Spectrogram plugin

The Spectrogram plugin renders a frequency-over-time heat map below (or alongside) the waveform. It’s useful when the waveform alone isn’t enough — for inspecting pitch, harmonics, noise, or speech formants. Each vertical column represents one FFT window; color encodes intensity so you can see which frequencies are present at each moment in the audio.

Setup

Install wavesurfer.js if you haven’t already, then import and register the plugin:

import WaveSurfer from 'wavesurfer.js'
import SpectrogramPlugin from 'wavesurfer.js/dist/plugins/spectrogram.esm.js'

const ws = WaveSurfer.create({
  container: '#waveform',
  url: '/audio/demo.mp3',
  plugins: [
    SpectrogramPlugin.create({
      container: '#spectrogram',
      labels: true,
      scale: 'mel',
    }),
  ],
})

The container option accepts a CSS selector string or an HTMLElement.
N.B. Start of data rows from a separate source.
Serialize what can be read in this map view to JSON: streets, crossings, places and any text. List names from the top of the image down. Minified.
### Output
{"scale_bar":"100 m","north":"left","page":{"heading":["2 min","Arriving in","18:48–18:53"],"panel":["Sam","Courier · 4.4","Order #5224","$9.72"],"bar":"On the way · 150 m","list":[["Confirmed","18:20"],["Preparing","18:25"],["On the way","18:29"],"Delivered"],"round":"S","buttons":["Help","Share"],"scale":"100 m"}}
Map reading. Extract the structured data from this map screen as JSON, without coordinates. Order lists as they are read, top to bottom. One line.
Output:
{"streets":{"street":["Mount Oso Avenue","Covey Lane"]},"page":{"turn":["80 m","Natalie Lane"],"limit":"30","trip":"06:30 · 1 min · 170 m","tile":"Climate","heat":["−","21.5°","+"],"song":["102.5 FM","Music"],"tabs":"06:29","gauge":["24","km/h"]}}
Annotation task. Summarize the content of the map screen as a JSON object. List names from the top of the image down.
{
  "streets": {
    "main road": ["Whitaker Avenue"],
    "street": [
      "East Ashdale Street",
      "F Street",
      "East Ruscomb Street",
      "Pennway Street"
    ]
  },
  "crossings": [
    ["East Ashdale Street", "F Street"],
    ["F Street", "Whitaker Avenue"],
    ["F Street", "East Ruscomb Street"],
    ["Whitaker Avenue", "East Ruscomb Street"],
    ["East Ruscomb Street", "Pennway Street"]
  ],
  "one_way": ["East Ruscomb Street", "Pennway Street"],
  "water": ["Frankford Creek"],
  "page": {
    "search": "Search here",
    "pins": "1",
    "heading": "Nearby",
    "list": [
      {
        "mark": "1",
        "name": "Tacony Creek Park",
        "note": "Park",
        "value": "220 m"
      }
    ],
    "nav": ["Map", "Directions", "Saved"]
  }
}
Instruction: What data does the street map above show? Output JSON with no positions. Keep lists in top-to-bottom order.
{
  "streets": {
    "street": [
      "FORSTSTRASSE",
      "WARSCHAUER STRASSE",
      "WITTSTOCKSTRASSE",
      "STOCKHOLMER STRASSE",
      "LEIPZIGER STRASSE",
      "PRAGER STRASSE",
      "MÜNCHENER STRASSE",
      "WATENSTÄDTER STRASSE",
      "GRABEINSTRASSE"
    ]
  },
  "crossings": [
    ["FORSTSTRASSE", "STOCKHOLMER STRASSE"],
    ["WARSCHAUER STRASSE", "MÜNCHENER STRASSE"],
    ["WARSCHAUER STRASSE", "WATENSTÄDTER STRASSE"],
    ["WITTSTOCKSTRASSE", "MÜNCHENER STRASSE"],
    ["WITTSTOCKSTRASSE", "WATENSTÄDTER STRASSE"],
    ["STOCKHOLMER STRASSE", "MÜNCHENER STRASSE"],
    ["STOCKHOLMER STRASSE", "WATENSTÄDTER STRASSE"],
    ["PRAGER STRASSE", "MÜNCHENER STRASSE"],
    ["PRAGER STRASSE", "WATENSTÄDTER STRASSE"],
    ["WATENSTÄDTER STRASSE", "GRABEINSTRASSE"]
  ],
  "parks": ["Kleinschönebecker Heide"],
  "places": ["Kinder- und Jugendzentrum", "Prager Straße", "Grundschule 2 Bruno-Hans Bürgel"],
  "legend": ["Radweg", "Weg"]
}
If you omit it, the spectrogram is appended directly inside the wavesurfer wrapper element.

See the live Spectrogram example to experiment with the options in the browser.

Options

Option Type Default Description
container string | HTMLElement wavesurfer wrapper Where to render the spectrogram.
fftSamples number 512 Number of samples per FFT window. Must be a power of 2. Controls frequency resolution — higher values give finer frequency bins but coarser time resolution, and also increase compute time.
height number 200 Height of the spectrogram in CSS pixels.
frequencyMin number 0 Lowest frequency (Hz) to display.
frequencyMax number half of sample rate Highest frequency (Hz) to display. Set to sampleRate / 2 to show the full range.
scale string 'mel' Frequency axis scale. See accepted values below.
gainDB number 20 Brightness offset in dB. Increase if the display looks too dark; decrease if it looks washed out.
rangeDB number 80 Dynamic range in dB. Signals more than this many dB below the gain threshold are rendered as black.
colorMap number[][] | 'gray' | 'igray' | 'roseus' built-in Color palette. Pass a named preset ('gray', 'igray', 'roseus') or a 256-entry array of [r, g, b, alpha] floats in the 0–1 range.
labels boolean false Show frequency labels on the left edge.
labelsBackground string transparent Background fill for the labels overlay canvas.
labelsColor string '#fff' Color for frequency number labels.
labelsHzColor string same as labelsColor Color for Hz/kHz unit labels.
splitChannels boolean false Render a separate spectrogram row for each audio channel.
windowFunc string 'hann' FFT window function. Accepted values: 'bartlett', 'bartlettHann', 'blackman', 'cosine', 'gauss', 'hamming', 'hann', 'lanczoz', 'rectangular', 'triangular'.
noverlap number auto Overlap between consecutive FFT windows in samples. Must be less than fftSamples. Auto-calculated from the canvas width if omitted.
useWebWorker boolean false Offload FFT calculations to a Web Worker to keep the main thread responsive.

Scale accepted values

The scale option controls how frequencies are distributed along the vertical axis:

  • 'linear' — equal Hz spacing from bottom to top.
  • 'logarithmic' — logarithmic Hz spacing; mirrors how audio editors like Audacity present frequency.
  • 'mel' — Mel scale, based on pitch perception; the default.
  • 'bark' — Bark psychoacoustical scale.
  • 'erb' — Equivalent Rectangular Bandwidth scale.

fftSamples and image size

fftSamples controls frequency resolution, not the pixel dimensions of the rendered image. The plugin resamples the computed FFT data to fit the current canvas width, so changing fftSamples will not scale the spectrogram wider or taller — use height for vertical size and the wavesurfer minPxPerSec option for horizontal zoom.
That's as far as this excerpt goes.